Showing 1-5 of 11 (next | show all)
This is the first of Angela Carter's books that I've only given two stars. I was disappointed, especially since it started off so well and immediately drew me in. But the eventual weakening of the main character as well as the weird rape stuff that ran throughout the book didn't sit well with me. I wanted to like this one a lot more than I actually did. ( )
  bugaboo_4 | Jan 3, 2021 |
wonderful blunt and "Jewel" like (pun intended)

19/04/2013 re-read wondering if this is the one with the "story" embedded in it... it's not. ( )
  jkdavies | Jun 14, 2016 |
I hate rating these kinds of books. Extremely well-written, but a little too strange and disturbing for me to "enjoy" reading. It's the kind of novel I'd probably enjoy dissecting for a literature class, but for day-to-day reading, not so much. In other words, intellectually, I'd give it a higher rating, but on a personal level, nothing stuck.

Set in a dystopian future, where humans now either live among the Professors (men of reason), Barbarians (primitives), or the Out People (mutant aggressives). Marianne, a child of one of the Professors, runs away to join the Barbarians out of boredom but only finds rampant filth, disease, violence and ignorance. She is forced to marry Jewel, a Barbarian who has been educated to a degree, but they hate each other and she constantly thinks of escape. The group is led by a former Professor who acts as sort of a tyrannical medicine man, conducting social experiments for what seems to be only his amusement and desire for power. The characters and their relationships in the novel are highly complex, so much so that I'm still unsure of some of the motivations for the primary characters. ( )
1 vote dulcinea14 | Sep 18, 2014 |
During the war, the Professors were safe in the deep shelters, while everyone else had to survive as best they could on the surface. Centuries later, the Professors live in fortified villages with Workers to do the farming and housework. The villages are periodically raided by nomadic barbarian tribes, who take ammunition, cloth, food, and women, some of whom go willingly. And then there are the Out People, mutants who live in holes in the ground, use bows and arrows rather than guns, and attack both of the other groups when they can.

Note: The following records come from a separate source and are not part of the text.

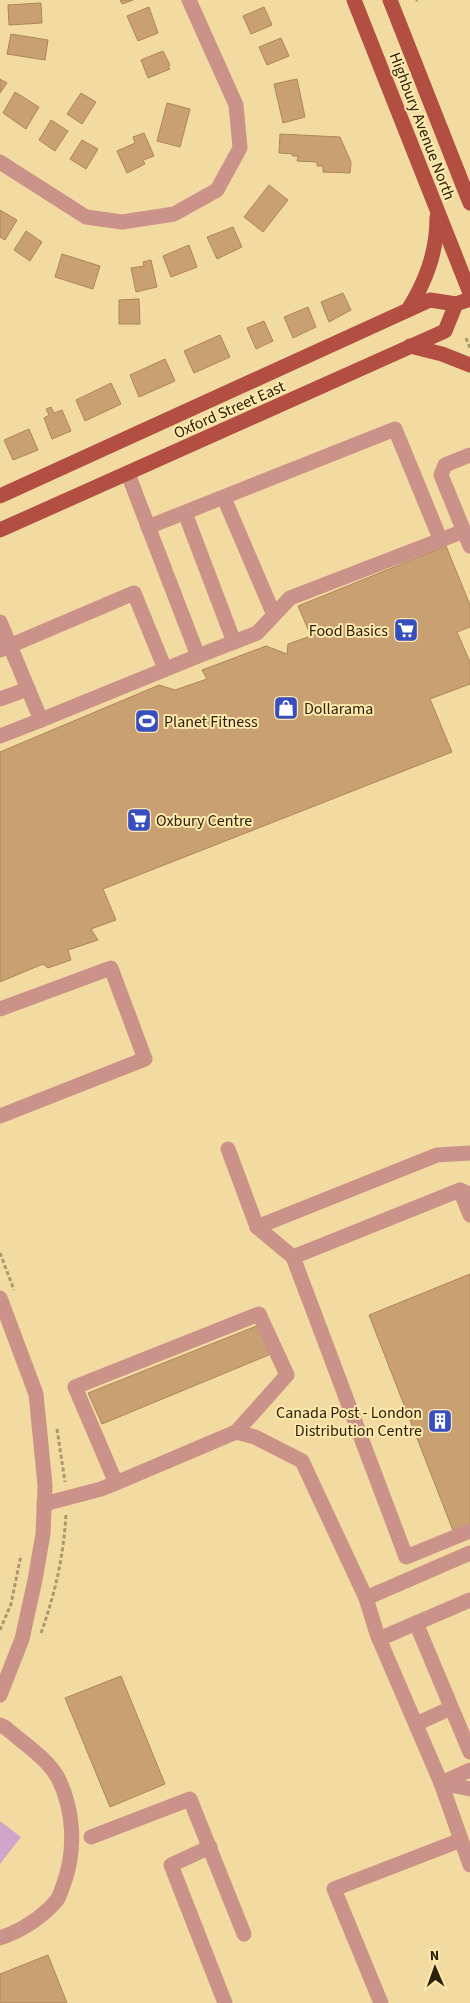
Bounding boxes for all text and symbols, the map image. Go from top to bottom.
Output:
street label: Highbury Avenue North [384,49,460,203]
street label: Oxford Street East [170,375,289,444]
supermarket icon: Food Basics [393,617,419,643]
place label: Food Basics [309,620,388,642]
shop icon: Dollarama [273,695,299,721]
place label: Dollarama [304,698,373,720]
sports icon: Planet Fitness [134,708,160,734]
place label: Planet Fitness [164,711,258,733]
supermarket icon: Oxbury Centre [126,807,152,833]
place label: Oxbury Centre [156,810,252,832]
place label: Canada Post - London Distribution Centre [276,1402,422,1442]
building icon: Canada Post - London Distribution Centre [427,1408,453,1434]
north arrow [410,1943,460,1993]
text: N [430,1946,440,1966]

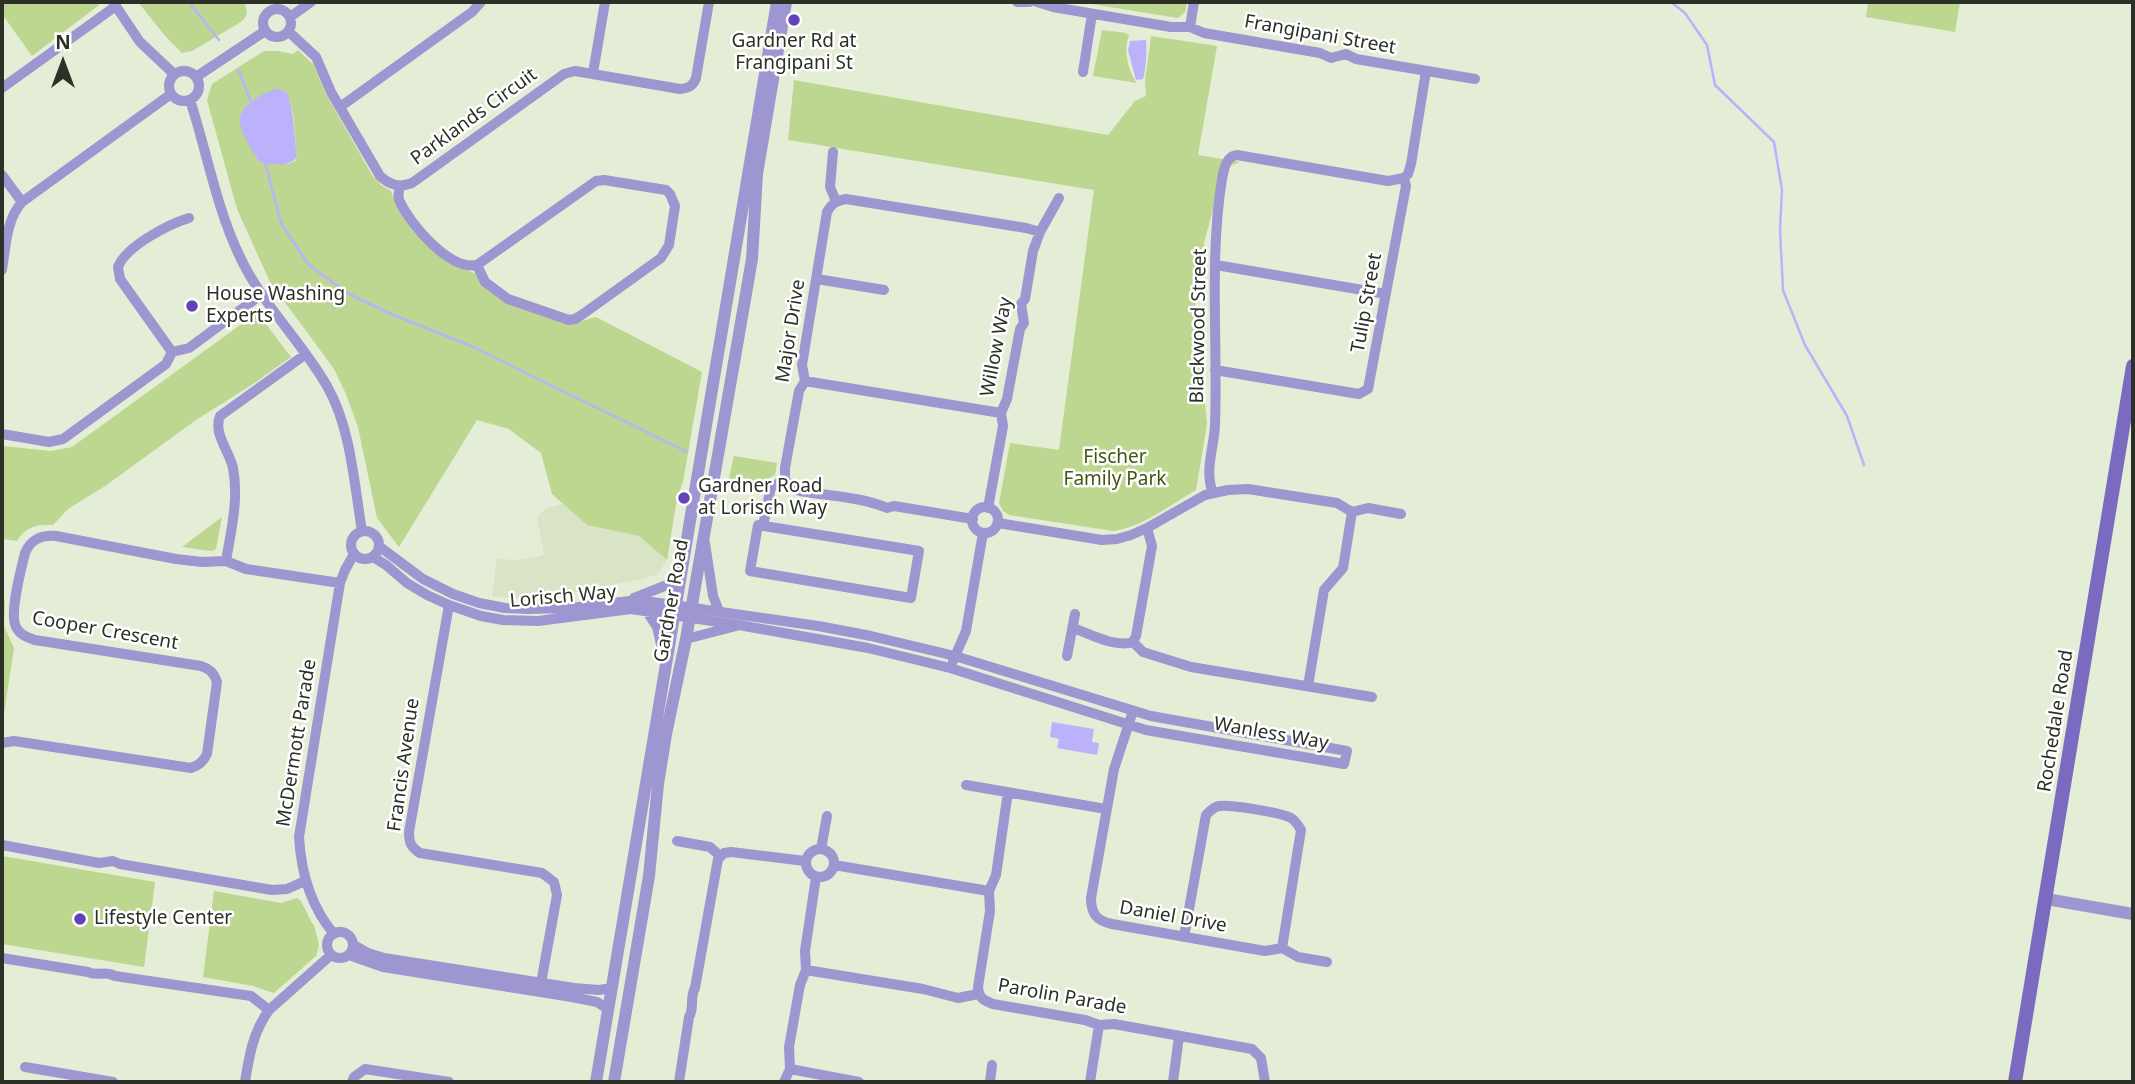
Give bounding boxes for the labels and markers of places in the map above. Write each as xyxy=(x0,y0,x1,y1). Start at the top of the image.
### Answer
marker: Gardner Rd at Frangipani St xyxy=(786,12,802,28)
place label: Gardner Rd at Frangipani St xyxy=(732,31,856,75)
place label: House Washing Experts xyxy=(206,284,345,328)
marker: House Washing Experts xyxy=(184,298,200,314)
place label: Gardner Road at Lorisch Way xyxy=(698,476,827,520)
marker: Gardner Road at Lorisch Way xyxy=(676,490,692,506)
place label: Lifestyle Center xyxy=(94,908,232,930)
marker: Lifestyle Center xyxy=(72,911,88,927)

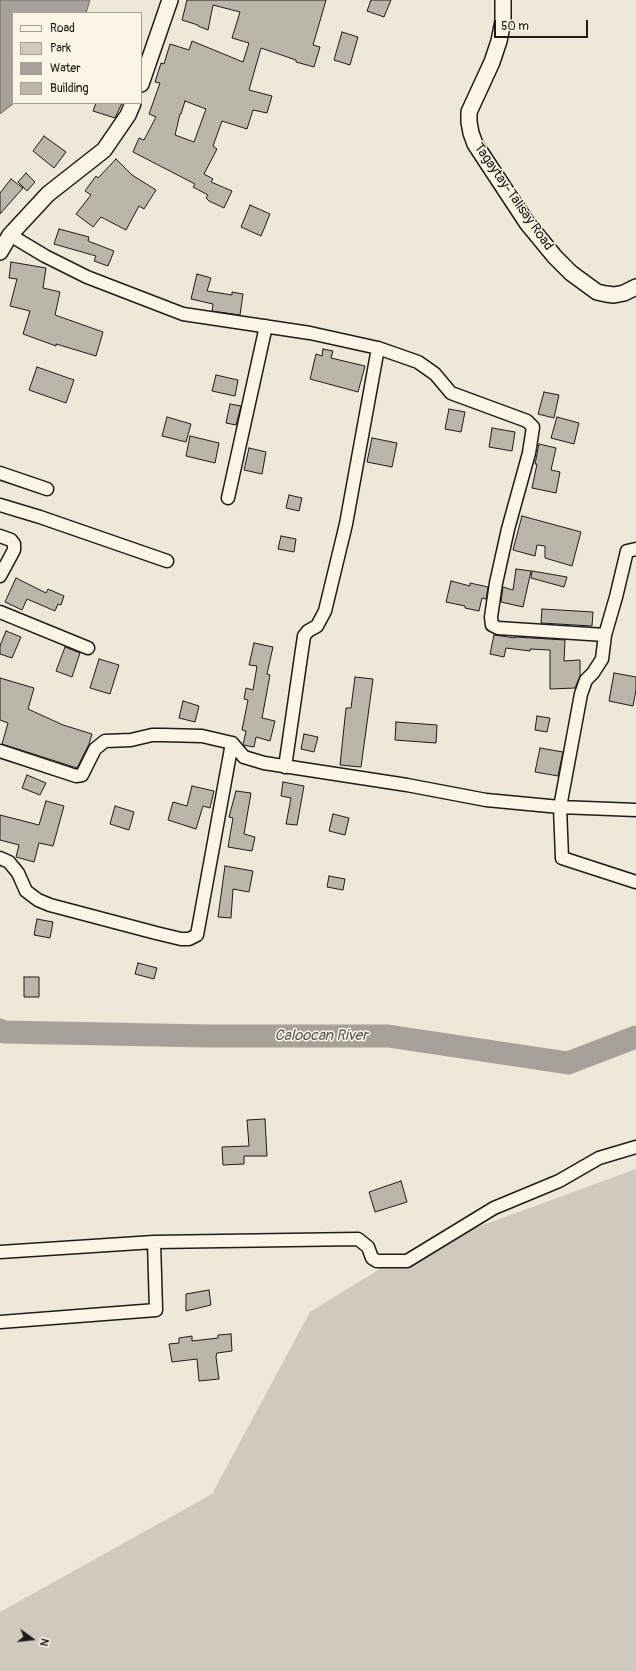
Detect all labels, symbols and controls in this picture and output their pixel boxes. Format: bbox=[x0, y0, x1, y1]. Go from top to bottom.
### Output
legend bbox=[12, 12, 142, 104]
scale bar bbox=[496, 12, 590, 38]
text: 50 m bbox=[501, 19, 529, 34]
text: Road bbox=[50, 21, 75, 36]
text: Park bbox=[50, 41, 71, 56]
text: Water bbox=[50, 61, 81, 76]
text: Building bbox=[50, 81, 89, 96]
street label: Tagaytay-Talisay Road bbox=[470, 140, 556, 254]
water label: Caloocan River bbox=[274, 1027, 368, 1045]
north arrow bbox=[12, 1619, 52, 1659]
text: N bbox=[37, 1637, 51, 1648]

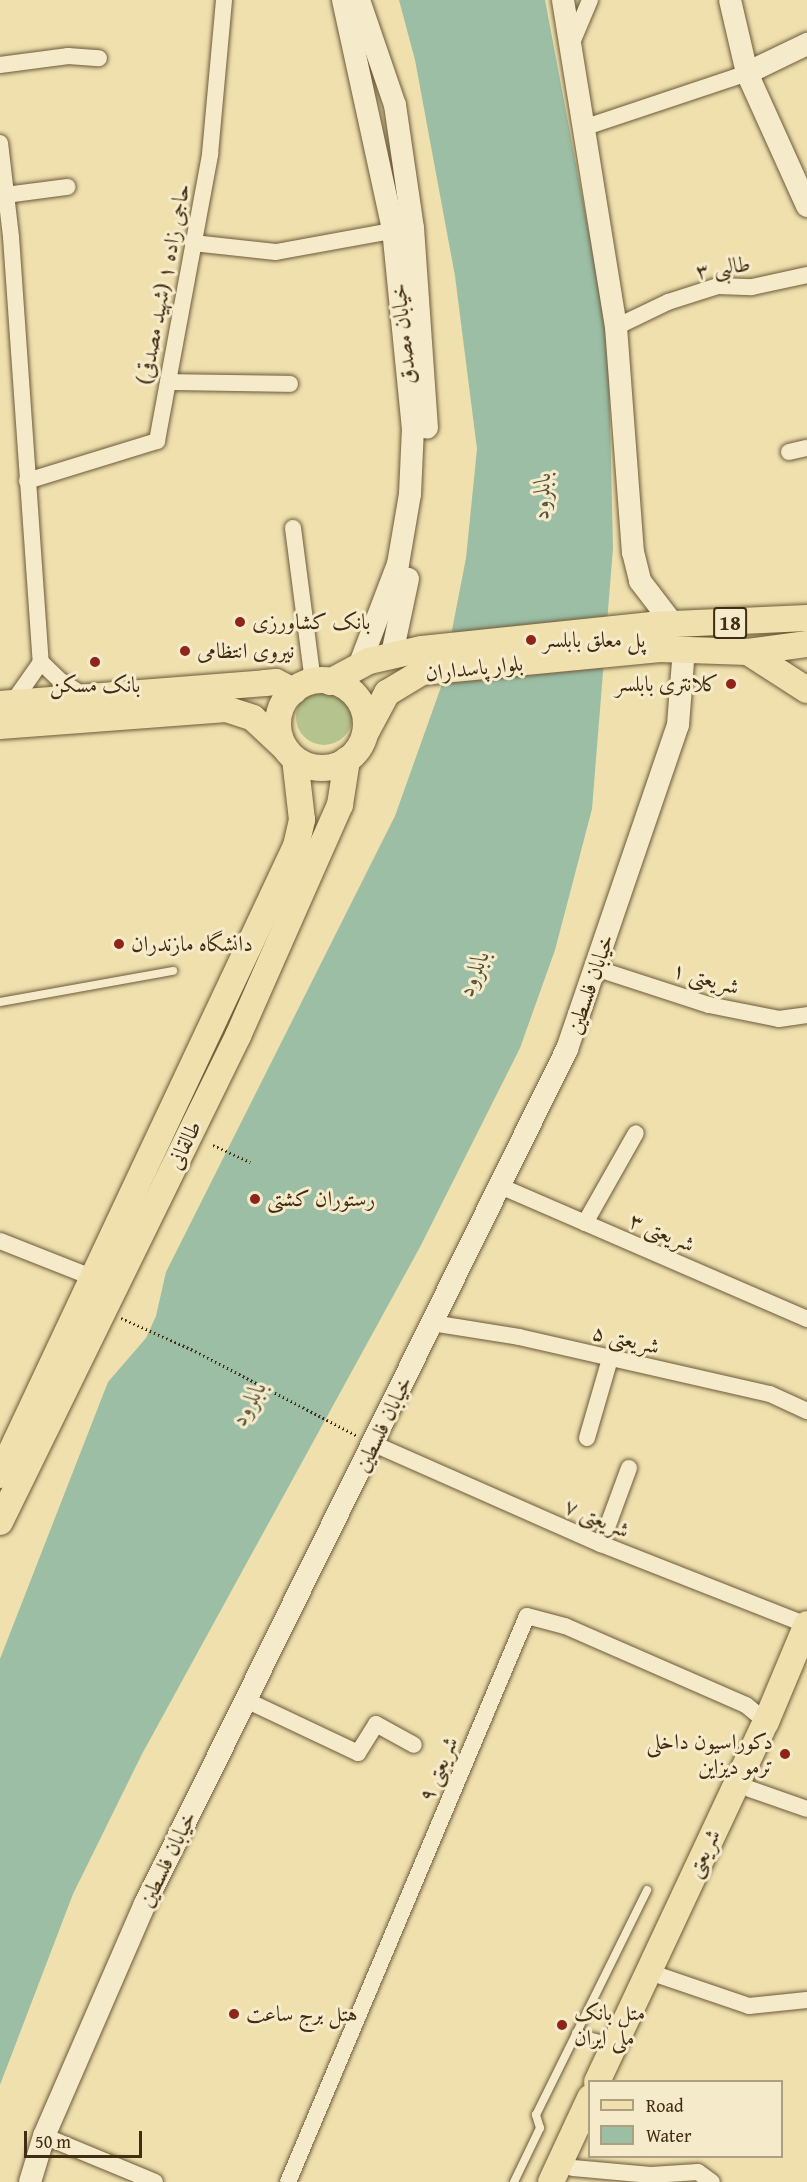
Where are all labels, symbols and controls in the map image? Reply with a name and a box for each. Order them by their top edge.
street label: حاجی زاده ۱ (شهید مصدقی) [131,181,195,387]
street label: طالبی ۳ [694,250,752,284]
street label: خیابان مصدق [385,282,421,386]
water label: بابلرود [526,472,556,520]
road number: 18 [712,605,748,641]
place label: بانک کشاورزی [252,609,370,635]
marker: بانک کشاورزی [233,615,247,629]
place label: پل معلق بابلسر [543,627,645,653]
marker: پل معلق بابلسر [524,633,538,647]
place label: نیروی انتظامی [197,638,294,664]
marker: نیروی انتظامی [178,644,192,658]
street label: بلوار پاسداران [424,650,524,686]
marker: بانک مسکن [88,655,102,669]
place label: کلانتری بابلسر [615,671,719,697]
place label: بانک مسکن [50,672,140,698]
marker: کلانتری بابلسر [724,677,738,691]
place label: دانشگاه مازندران [131,931,253,957]
street label: خیابان فلسطین [561,931,619,1037]
marker: دانشگاه مازندران [112,937,126,951]
water label: بابلرود [451,945,495,1001]
street label: شریعتی ۱ [669,956,743,1000]
street label: طالقانی [161,1116,207,1174]
place label: رستوران کشتی [267,1186,375,1212]
marker: رستوران کشتی [248,1192,262,1206]
street label: شریعتی ۳ [625,1206,699,1258]
street label: شریعتی ۵ [590,1318,662,1360]
street label: خیابان فلسطین [348,1372,418,1476]
water label: بابلرود [224,1375,272,1431]
street label: شریعتی ۷ [560,1492,634,1544]
place label: دکوراسیون داخلی ترمو دیزاین [646,1728,773,1780]
street label: شریعتی ۹ [412,1732,464,1806]
marker: دکوراسیون داخلی ترمو دیزاین [778,1747,792,1761]
street label: خیابان فلسطین [132,1807,202,1911]
street label: شریعتی [680,1824,726,1882]
place label: متل بانک ملی ایران [574,1999,645,2050]
place label: هتل برج ساعت [246,2001,358,2027]
marker: هتل برج ساعت [227,2007,241,2021]
marker: متل بانک ملی ایران [555,2018,569,2032]
legend [588,2080,783,2158]
text: Road [646,2092,684,2119]
scale bar [27,2119,146,2157]
text: Water [646,2122,691,2149]
text: 50 m [35,2128,71,2155]

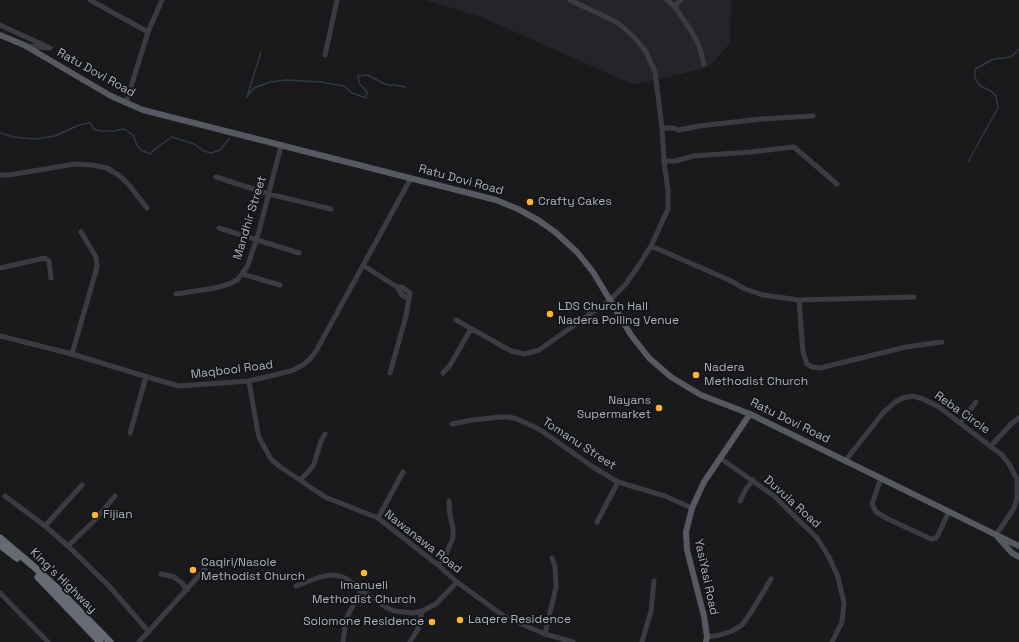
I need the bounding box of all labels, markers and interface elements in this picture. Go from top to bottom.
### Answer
street label: Ratu Dovi Road [54,46,138,100]
street label: Ratu Dovi Road [417,162,505,198]
street label: Mandhir Street [230,174,270,262]
place label: Crafty Cakes [538,195,612,209]
marker: Crafty Cakes [525,197,535,207]
place label: LDS Church Hall Nadera Polling Venue [558,300,679,328]
marker: LDS Church Hall Nadera Polling Venue [545,309,555,319]
street label: Maqbool Road [190,358,274,382]
place label: Nadera Methodist Church [704,361,808,389]
marker: Nadera Methodist Church [691,370,701,380]
street label: Reba Circle [931,389,993,437]
place label: Nayans Supermarket [577,394,651,422]
street label: Ratu Dovi Road [748,395,832,447]
marker: Nayans Supermarket [654,403,664,413]
street label: Tomanu Street [539,415,619,473]
street label: Duvula Road [761,473,823,531]
street label: Nawanawa Road [381,507,465,577]
place label: Fijian [103,508,133,522]
marker: Fijian [90,510,100,520]
street label: YasiYasi Road [691,538,721,616]
street label: King's Highway [27,546,99,616]
place label: Caqiri/Nasole Methodist Church [201,556,305,584]
marker: Caqiri/Nasole Methodist Church [188,565,198,575]
marker: Imanueli Methodist Church [359,568,369,578]
place label: Imanueli Methodist Church [312,579,416,607]
place label: Laqere Residence [468,613,571,627]
place label: Solomone Residence [303,615,424,629]
marker: Laqere Residence [455,615,465,625]
marker: Solomone Residence [427,617,437,627]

Marianne is a Professor's daughter who leaves the safety and boredom of life in a village to live with the tribe who has just attacked her village and finds that it is not like she expected. This was Angela Carter's fourth novel and I hadn’t even heard of it before finding it at a BookCrossing meet-up. It was very interesting but tailed off at the end. ( )
1 vote isabelx | Feb 26, 2011 |
Showing 1-5 of 11 (next | show all)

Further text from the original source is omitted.